Why do certain characters add more complexity than others?

CaelanStewart commented 8 years ago

Hi,

I posted an issue on the ProcessWire CMS Issues repo, thinking that it was their password strength checker at fault. But it turns out they use this library to measure password complexity.

I reference this issue.

So, why should a ^ add less complexity than an asterisk (*)?

It doesn't seem to make sense. Surely in a randomly generated string with uniform distribution, it shouldn't matter what character it is, just that you are using a complex range of characters.

My first guess, would be that the popularity of the characters has been considered also.

danpalmer commented 8 years ago

Thanks for your question, I hope I can explain why this is happening...

Complexify is based around the assumptions that:

brute force breaking of all passwords is not practical
therefore attacks try to minimise the amount of work they do, by minimising the character sets they include.
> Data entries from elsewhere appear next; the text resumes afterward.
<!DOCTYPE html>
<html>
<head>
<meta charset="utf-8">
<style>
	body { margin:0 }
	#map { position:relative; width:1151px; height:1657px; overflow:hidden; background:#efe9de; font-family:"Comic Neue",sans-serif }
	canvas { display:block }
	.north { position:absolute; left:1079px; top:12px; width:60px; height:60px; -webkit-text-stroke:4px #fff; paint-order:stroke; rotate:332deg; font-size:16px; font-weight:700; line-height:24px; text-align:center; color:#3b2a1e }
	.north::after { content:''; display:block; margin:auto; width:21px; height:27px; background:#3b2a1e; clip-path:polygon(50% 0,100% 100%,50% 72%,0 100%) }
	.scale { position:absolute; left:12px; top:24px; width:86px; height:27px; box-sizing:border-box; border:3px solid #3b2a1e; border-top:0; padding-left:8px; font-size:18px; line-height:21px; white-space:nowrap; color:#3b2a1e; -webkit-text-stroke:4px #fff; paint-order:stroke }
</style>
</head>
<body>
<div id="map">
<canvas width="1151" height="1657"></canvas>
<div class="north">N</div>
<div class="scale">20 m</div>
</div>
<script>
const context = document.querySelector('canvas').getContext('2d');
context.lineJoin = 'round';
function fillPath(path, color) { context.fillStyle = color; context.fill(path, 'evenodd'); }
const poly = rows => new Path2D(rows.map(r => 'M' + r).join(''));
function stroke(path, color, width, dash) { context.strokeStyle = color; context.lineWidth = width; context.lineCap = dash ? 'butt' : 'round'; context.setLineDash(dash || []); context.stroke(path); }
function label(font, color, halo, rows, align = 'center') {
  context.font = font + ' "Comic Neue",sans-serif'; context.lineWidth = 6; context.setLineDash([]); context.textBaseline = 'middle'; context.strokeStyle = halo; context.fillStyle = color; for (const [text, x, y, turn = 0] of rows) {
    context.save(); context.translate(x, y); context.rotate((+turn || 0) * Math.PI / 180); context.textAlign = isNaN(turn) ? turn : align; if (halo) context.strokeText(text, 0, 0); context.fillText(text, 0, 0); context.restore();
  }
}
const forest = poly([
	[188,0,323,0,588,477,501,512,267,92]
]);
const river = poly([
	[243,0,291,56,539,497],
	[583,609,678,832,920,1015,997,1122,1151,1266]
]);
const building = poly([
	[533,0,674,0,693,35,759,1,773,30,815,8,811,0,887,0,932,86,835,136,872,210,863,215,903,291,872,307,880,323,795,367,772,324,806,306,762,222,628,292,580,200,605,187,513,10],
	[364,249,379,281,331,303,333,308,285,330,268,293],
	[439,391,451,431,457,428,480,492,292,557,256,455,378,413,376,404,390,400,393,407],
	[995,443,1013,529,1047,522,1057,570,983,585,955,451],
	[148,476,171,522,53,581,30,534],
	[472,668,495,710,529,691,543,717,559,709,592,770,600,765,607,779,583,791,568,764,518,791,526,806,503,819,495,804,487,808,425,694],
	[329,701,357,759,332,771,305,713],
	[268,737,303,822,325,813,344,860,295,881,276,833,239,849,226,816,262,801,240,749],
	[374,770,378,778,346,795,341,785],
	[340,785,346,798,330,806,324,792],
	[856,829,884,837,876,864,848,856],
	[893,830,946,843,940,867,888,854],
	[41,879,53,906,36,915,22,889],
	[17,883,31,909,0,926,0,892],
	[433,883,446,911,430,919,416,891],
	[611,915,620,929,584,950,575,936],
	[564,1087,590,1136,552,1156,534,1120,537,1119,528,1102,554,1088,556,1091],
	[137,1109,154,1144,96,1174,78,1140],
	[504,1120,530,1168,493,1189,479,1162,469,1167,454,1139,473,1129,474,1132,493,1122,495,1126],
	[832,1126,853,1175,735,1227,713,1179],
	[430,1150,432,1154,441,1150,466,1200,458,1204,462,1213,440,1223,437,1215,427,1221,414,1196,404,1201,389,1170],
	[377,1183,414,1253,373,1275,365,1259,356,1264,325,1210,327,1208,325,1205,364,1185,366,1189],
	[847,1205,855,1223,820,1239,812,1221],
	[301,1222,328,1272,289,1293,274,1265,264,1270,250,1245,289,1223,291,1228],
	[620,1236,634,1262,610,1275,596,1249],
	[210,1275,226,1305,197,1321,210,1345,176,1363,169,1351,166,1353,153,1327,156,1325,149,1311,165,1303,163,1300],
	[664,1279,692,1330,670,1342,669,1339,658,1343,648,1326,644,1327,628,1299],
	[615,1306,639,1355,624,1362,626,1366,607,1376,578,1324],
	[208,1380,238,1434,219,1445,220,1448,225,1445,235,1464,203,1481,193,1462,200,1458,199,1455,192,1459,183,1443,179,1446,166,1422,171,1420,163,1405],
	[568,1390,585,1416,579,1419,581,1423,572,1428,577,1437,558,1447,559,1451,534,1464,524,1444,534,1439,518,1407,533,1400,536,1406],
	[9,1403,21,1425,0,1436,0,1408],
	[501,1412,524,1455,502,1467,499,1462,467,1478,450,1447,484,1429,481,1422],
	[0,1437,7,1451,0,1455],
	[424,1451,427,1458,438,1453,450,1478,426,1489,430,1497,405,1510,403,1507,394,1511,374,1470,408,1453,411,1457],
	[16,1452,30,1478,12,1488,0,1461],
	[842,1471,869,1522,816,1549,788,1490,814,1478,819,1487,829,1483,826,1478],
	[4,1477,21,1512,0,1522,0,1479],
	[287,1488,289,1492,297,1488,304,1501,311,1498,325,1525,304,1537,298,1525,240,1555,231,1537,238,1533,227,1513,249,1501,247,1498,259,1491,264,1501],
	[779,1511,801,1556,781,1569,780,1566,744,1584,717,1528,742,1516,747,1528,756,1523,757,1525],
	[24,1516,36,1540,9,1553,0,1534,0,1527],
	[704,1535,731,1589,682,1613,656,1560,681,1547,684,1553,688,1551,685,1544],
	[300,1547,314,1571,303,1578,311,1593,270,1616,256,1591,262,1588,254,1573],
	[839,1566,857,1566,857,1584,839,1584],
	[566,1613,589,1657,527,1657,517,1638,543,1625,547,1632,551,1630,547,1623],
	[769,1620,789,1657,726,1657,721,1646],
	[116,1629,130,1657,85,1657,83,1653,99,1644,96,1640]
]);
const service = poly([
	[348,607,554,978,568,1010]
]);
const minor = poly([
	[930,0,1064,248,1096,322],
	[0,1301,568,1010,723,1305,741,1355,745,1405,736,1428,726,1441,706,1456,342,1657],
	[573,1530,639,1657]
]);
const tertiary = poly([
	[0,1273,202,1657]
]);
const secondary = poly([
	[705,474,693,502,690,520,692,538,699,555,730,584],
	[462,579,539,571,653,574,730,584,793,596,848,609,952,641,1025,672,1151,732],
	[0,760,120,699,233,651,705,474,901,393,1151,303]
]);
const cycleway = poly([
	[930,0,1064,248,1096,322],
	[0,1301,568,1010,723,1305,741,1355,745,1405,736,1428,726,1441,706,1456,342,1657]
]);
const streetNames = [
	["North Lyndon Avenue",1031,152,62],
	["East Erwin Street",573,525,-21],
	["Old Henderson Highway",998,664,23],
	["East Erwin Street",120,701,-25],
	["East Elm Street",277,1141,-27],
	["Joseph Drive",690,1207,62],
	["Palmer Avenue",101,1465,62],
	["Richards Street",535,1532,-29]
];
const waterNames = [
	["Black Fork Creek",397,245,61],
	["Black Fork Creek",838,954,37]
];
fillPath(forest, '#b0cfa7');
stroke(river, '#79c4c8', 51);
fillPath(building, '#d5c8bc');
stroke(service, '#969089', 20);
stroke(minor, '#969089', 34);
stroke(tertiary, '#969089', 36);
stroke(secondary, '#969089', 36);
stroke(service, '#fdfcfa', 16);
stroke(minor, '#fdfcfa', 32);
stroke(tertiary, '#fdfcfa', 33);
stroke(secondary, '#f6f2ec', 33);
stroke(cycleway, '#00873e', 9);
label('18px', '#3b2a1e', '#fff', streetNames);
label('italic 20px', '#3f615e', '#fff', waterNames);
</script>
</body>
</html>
When performing dictionary attacks, attackers typically decide on their character sets based on certain logical groupings, i.e. you might include lowercase letters, or numbers. Complexify bases its calculation of the complexity of a password on the sum of sizes of each distinct character set that features in the password.

I believe the issue you've describe occurs because * and ^ appear in different logical groupings of characters, and that those sets have different sizes, thus contribute differently to the total character set needed to attack a password. This is expected behaviour.

Why are the two characters in different character sets though? That's a good question. It's a long time since I wrote this so I don't know for sure, but it looks like the grouping logic was fairly simple, so required contiguous groups of characters, and the two you gave are separated on the ASCII table (separated by the capital letters). In hindsight this is probably unnecessary, and it would make a little more sense if those were treated as the same character set. However, it would also give less granularity on the complexity, so I'm in two minds about it really.

If you'd like to submit a PR that fixes this please feel free, however I don't think this is obviously a bug, and since I don't use Complexify anywhere myself at the moment, I'm not going to prioritise fixing it for now.

CaelanStewart commented 8 years ago

@danpalmer, I thought that much. It makes sense when brute forcing to only test the most common classes of characters uses in passwords.

And I understand completely, it would be nice if we all had as much time as we wanted to work on projects! It's not the end of the world.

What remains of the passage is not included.